**TASK MATERIAL**.
────────────────────
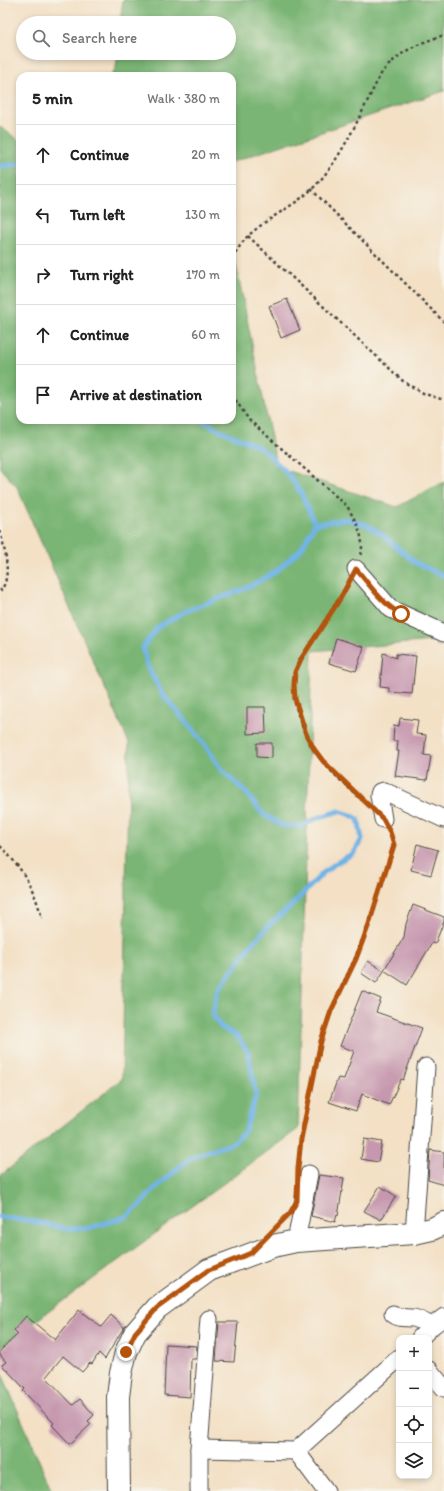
<!DOCTYPE html>
<html lang="en">
<head>
<meta charset="utf-8">
<style>
	body { margin:0; font-family:Itim,sans-serif; background:#f6f6f6; color:#222 }
	.controls { position:absolute; right:12px; bottom:12px; display:grid; overflow:hidden; border-radius:8px; box-shadow:0 2px 6px #0003 }
	.controls button { width:36px; height:36px; display:grid; place-items:center; padding:0; border:0; border-bottom:1px solid #e0e0e0; background:#fff; color:#222; font:20px sans-serif }
	.stop { position:absolute; width:12px; height:12px; margin:-9px; border:3px solid #b45309; border-radius:50%; background:#fff }
	.stop.end { background:#b45309; border-color:#fff; box-shadow:0 1px 4px #0008 }
	.list { margin:0; padding:0; list-style:none }
	h2 { display:flex; justify-content:space-between; align-items:center; height:52px; margin:0; padding:0 16px; font-size:17px }
	h2 small { font-size:13px; font-weight:400; color:#767676 }
	.list li { display:grid; grid-template-columns:26px 1fr auto; gap:12px; align-items:center; box-sizing:border-box; height:60px; padding:0 16px; border-top:1px solid #e0e0e0 }
	.list b { display:block; font-size:15px; white-space:nowrap }
	.list em { font-size:13px; font-style:normal; color:#767676 }
	.icon { flex:none; width:22px; height:22px; fill:none; stroke:currentColor; stroke-width:2; stroke-linecap:round; stroke-linejoin:round }
	.map { position:relative; flex:none; width:444px; height:1491px; overflow:hidden }
	.search { position:absolute; background:#fff; box-shadow:0 2px 6px #0003; left:16px; top:16px; width:220px; height:44px; display:flex; align-items:center; gap:10px; box-sizing:border-box; padding:0 14px; border-radius:22px; color:#767676; font-size:15px }
	.panel { position:absolute; background:#fff; box-shadow:0 2px 6px #0003; left:16px; top:72px; width:220px; height:352px; border-radius:12px }
	.map>svg:first-child { display:block }
	.forest { fill:#7ab574; stroke:#527050 }
	.lines { fill:none; stroke-linecap:round; stroke-linejoin:round }
	.stream { stroke:#71b4e6; stroke-width:5 }
	.building { fill:#c698af }
	.street-casing { stroke:#494642; stroke-width:19 }
	.secondary-casing { stroke:#494642; stroke-width:24 }
	.path { stroke:#494642; stroke-width:2.5; stroke-dasharray:3 3; stroke-linecap:butt }
	.street { stroke:#fff; stroke-width:17 }
	.secondary { stroke:#fff; stroke-width:22 }
	.route { stroke:#b45309; stroke-width:5 }
</style>
</head>
<body>
<div class="map">
<svg width="444" height="1491" viewBox="0 0 444 1491">
	<rect width="100%" height="100%" fill="#f7f3e8"/>
	<filter id="ink" filterUnits="userSpaceOnUse"><feTurbulence type="fractalNoise" baseFrequency=".025" numOctaves="2"/><feDisplacementMap in="SourceGraphic" scale="8" xChannelSelector="R" yChannelSelector="G"/><feConvolveMatrix kernelMatrix="1 2 1 2 8 2 1 2 1" color-interpolation-filters="sRGB"/></filter>
	<filter id="wash" filterUnits="userSpaceOnUse"><feTurbulence type="fractalNoise" baseFrequency=".012" numOctaves="4" result="noise"/><feDisplacementMap in="SourceGraphic" scale="16" xChannelSelector="R" yChannelSelector="G"/><feGaussianBlur stdDeviation="0.9" result="paint"/><feColorMatrix in="noise" values="0 0 0 0 0 0 0 0 0 0 0 0 0 0 0 0 0 1.4 0 .05"/><feComposite in="paint" operator="in"/></filter>
	<g filter="url(#wash)">
		<rect width="100%" height="100%" fill="#f3e0c5"/>
		<g class="forest">
			<polygon points="123,0 444,0 444,91 232,162 232,76 111,76 116,67 118,53 229,53 229,23 120,23"/>
			<polygon points="0,127 20,141 20,420 232,420 232,245 277,467 397,507 444,482 444,640 312,651 298,1129 0,1347 0,1176 122,1079 129,743 17,487 0,468"/>
			<polygon points="0,1369 52,1491 0,1491"/>
		</g>
		<g class="lines">
			<g class="stream">
				<polyline points="0,166 20,164"/>
				<polyline points="315,524 346,519 367,525 380,533 416,563 444,576"/>
				<polyline points="0,1217 36,1222 66,1229 89,1228 126,1217 143,1202 153,1190 183,1164 196,1156 233,1143 245,1131 256,1095 248,1052 238,1037 221,1027 213,1016 215,1001 219,988 251,945 270,924 288,909 323,873 336,863 354,853 362,839 358,819 351,815 339,811 317,818 302,826 283,826 263,814 246,793 220,768 205,745 185,720 163,695 147,666 143,647 158,627 174,618 184,612 249,587 275,572 301,549 315,524 301,493 288,474 266,452 257,446 217,429 202,420"/>
			</g>
		</g>
		<g id="blocks">
			<g class="building">
				<polygon points="287,299 300,330 281,338 269,306"/>
				<polygon points="336,638 364,647 356,671 329,663"/>
				<polygon points="383,653 396,658 396,654 416,656 412,694 389,692 389,688 380,687"/>
				<polygon points="247,707 265,707 266,733 247,734"/>
				<polygon points="400,718 418,720 416,734 426,735 424,755 431,756 427,780 395,776 399,751 397,751 398,741 393,741 394,725 399,726"/>
				<polygon points="257,743 272,743 272,758 257,757"/>
				<polygon points="417,844 438,850 431,875 411,870"/>
				<polygon points="413,905 444,917 444,921 435,944 432,943 407,985 384,970 404,937 406,924"/>
				<polygon points="368,961 384,971 376,983 361,973"/>
				<polygon points="362,991 381,999 376,1012 422,1028 403,1080 401,1079 389,1105 362,1094 356,1111 329,1102 338,1078 344,1079 354,1051 340,1046"/>
				<polygon points="364,1139 382,1142 378,1162 361,1159"/>
				<polygon points="430,1150 444,1152 444,1185 428,1180"/>
				<polygon points="319,1175 344,1178 338,1216 337,1215 335,1222 311,1216"/>
				<polygon points="380,1186 396,1196 381,1220 364,1211"/>
				<polygon points="79,1310 101,1327 111,1315 124,1327 105,1359 99,1353 92,1364 90,1363 82,1372 63,1356 46,1377 73,1405 80,1399 94,1415 88,1421 91,1424 70,1444 52,1425 54,1423 23,1391 25,1389 2,1365 6,1362 0,1355 0,1351 18,1334 14,1330 26,1316 55,1340"/>
				<polygon points="219,1322 238,1322 234,1362 216,1361"/>
				<polygon points="166,1344 197,1346 196,1359 191,1359 190,1397 164,1395"/>
			</g>
		</g>
	</g>
	<g filter="url(#ink)">
		<use href="#blocks" fill-opacity="0" stroke="#494642" stroke-width="1"/>
		<g class="lines">
			<defs>
				<g id="street">
					<polyline points="356,569 391,609 444,633"/>
					<polyline points="383,819 379,795 380,792 384,791 444,819"/>
					<polyline points="414,1233 426,1067"/>
					<polyline points="296,1241 309,1174"/>
					<path d="M393,1314C399,1319 405,1317 413,1318C419,1319 426,1323 432,1326"/>
					<polyline points="420,1338 432,1326 444,1317"/>
					<polyline points="429,1370 444,1388"/>
					<polyline points="199,1449 296,1451"/>
					<polyline points="199,1491 199,1449 209,1319"/>
					<polyline points="326,1491 296,1451 399,1358"/>
				</g>
				<polyline id="secondary" points="119,1491 118,1397 121,1373 126,1352 135,1333 157,1308 209,1270 273,1246 296,1241 414,1233 432,1229 444,1223"/>
			</defs>
			<use href="#street" class="street-casing"/>
			<use href="#secondary" class="secondary-casing"/>
			<g class="path">
				<polyline points="311,189 444,322"/>
				<polyline points="248,236 404,382 425,394 444,400"/>
				<path d="M232,258C237,250 242,242 248,236C267,218 293,207 312,189C342,160 361,112 381,74C399,51 417,44 444,35"/>
				<path d="M232,395L249,420L347,506C356,522 365,536 361,555"/>
				<path d="M0,531C4,547 13,578 0,591"/>
				<path d="M348,585L301,659C299,664 296,669 295,674C290,703 304,737 322,760C333,775 349,787 362,800"/>
				<path d="M0,846C23,869 33,886 42,918"/>
				<polyline points="299,1161 301,1139 321,1041 331,1011 355,959 369,924 394,845 391,834"/>
			</g>
			<use href="#street" class="street"/>
			<use href="#secondary" class="secondary"/>
		</g>
	</g>
	<g class="lines" filter="url(#ink)">
		<path class="route" d="M126,1352L135,1333L157,1308L209,1270L251,1253L290,1213L297,1201L298,1168L301,1139L321,1041L331,1011L356,959L369,924L394,845L390,832L383,819L323,761L314,749L306,734L295,699L294,685L295,672L301,659L340,599L356,569C370,585 382,604 401,614"/>
	</g>
</svg>
<div class="controls">
<button>+</button>
<button>−</button>
<button><svg class="icon" aria-label="locate" viewBox="0 0 24 24"><circle cx="12" cy="12" r="6"/><path d="M12 2v4M12 18v4M2 12h4M18 12h4"/></svg></button>
<button><svg class="icon" aria-label="layers" viewBox="0 0 24 24"><path d="M12 4l9 5-9 5-9-5zM3 14l9 5 9-5"/></svg></button>
</div>
<div class="stop" style="left:401px;top:614px"></div>
<div class="stop end" style="left:126px;top:1352px"></div>
<div class="search"><svg class="icon" aria-label="search" viewBox="0 0 24 24"><circle cx="10" cy="10" r="6"/><path d="M15 15l6 6"/></svg>Search here</div>
<section class="panel">
<h2>5 min<small>Walk · 380 m</small></h2>
<ul class="list">
<li><svg class="icon" aria-label="ahead" viewBox="0 0 24 24"><path d="M12 20V5M6 11l6-6 6 6"/></svg><div><b>Continue</b></div><em>20 m</em></li>
<li><svg class="icon" aria-label="left" viewBox="0 0 24 24"><path d="M17 20v-9H6M10 6l-5 5 5 5"/></svg><div><b>Turn left</b></div><em>130 m</em></li>
<li><svg class="icon" aria-label="right" viewBox="0 0 24 24"><path d="M7 20v-9h11M14 6l5 5-5 5"/></svg><div><b>Turn right</b></div><em>170 m</em></li>
<li><svg class="icon" aria-label="ahead" viewBox="0 0 24 24"><path d="M12 20V5M6 11l6-6 6 6"/></svg><div><b>Continue</b></div><em>60 m</em></li>
<li><svg class="icon" aria-label="arrive" viewBox="0 0 24 24"><path d="M6 21V4h12l-3 4 3 4H6"/></svg><div><b>Arrive at destination</b></div></li>
</ul>
</section>
</div>
</body>
</html>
────────────────────
**YOUR GOAL**. Pictures stay out. Repeat only the lines from the beginning of the data through the line that has "width:36px; height:36px; display:grid;".

**RESULT FOR THIS TASK**.
<!DOCTYPE html>
<html lang="en">
<head>
<meta charset="utf-8">
<style>
	body { margin:0; font-family:Itim,sans-serif; background:#f6f6f6; color:#222 }
	.controls { position:absolute; right:12px; bottom:12px; display:grid; overflow:hidden; border-radius:8px; box-shadow:0 2px 6px #0003 }
	.controls button { width:36px; height:36px; display:grid; place-items:center; padding:0; border:0; border-bottom:1px solid #e0e0e0; background:#fff; color:#222; font:20px sans-serif }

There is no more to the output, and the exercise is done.